Recorded data
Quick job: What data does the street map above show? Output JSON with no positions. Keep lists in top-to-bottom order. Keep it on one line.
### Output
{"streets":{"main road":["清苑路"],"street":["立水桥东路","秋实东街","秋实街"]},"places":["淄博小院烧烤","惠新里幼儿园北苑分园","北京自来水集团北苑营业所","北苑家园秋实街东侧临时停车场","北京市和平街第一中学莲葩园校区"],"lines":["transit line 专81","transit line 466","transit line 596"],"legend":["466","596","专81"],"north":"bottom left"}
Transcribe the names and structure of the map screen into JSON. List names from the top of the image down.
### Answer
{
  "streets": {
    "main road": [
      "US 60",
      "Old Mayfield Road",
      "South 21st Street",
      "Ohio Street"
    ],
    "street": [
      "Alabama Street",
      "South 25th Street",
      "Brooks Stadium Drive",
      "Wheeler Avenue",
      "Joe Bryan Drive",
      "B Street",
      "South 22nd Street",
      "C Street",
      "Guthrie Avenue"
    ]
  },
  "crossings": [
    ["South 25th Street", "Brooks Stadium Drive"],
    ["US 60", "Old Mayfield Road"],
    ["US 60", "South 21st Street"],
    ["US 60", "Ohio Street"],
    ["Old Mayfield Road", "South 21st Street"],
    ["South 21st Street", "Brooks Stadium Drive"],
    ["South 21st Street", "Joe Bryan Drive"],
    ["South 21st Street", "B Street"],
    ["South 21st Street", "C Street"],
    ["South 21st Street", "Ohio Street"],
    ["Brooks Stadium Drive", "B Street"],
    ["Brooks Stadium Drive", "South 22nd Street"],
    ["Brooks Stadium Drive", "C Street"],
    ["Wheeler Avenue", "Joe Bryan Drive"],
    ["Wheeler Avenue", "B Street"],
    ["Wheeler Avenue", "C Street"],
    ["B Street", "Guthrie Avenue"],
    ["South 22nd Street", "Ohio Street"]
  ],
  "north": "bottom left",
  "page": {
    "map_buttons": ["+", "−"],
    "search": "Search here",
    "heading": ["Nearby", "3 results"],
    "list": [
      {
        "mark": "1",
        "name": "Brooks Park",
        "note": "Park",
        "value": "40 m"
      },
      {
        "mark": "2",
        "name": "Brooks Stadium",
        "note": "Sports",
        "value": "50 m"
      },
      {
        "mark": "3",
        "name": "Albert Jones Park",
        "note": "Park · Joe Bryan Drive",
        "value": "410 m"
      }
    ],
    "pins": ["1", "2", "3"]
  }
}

Task to complete —
Every line in the data above that contains the word "Output" should be copied.

Result for this task —
Quick job: What data does the street map above show? Output JSON with no positions. Keep lists in top-to-bottom order. Keep it on one line.
### Output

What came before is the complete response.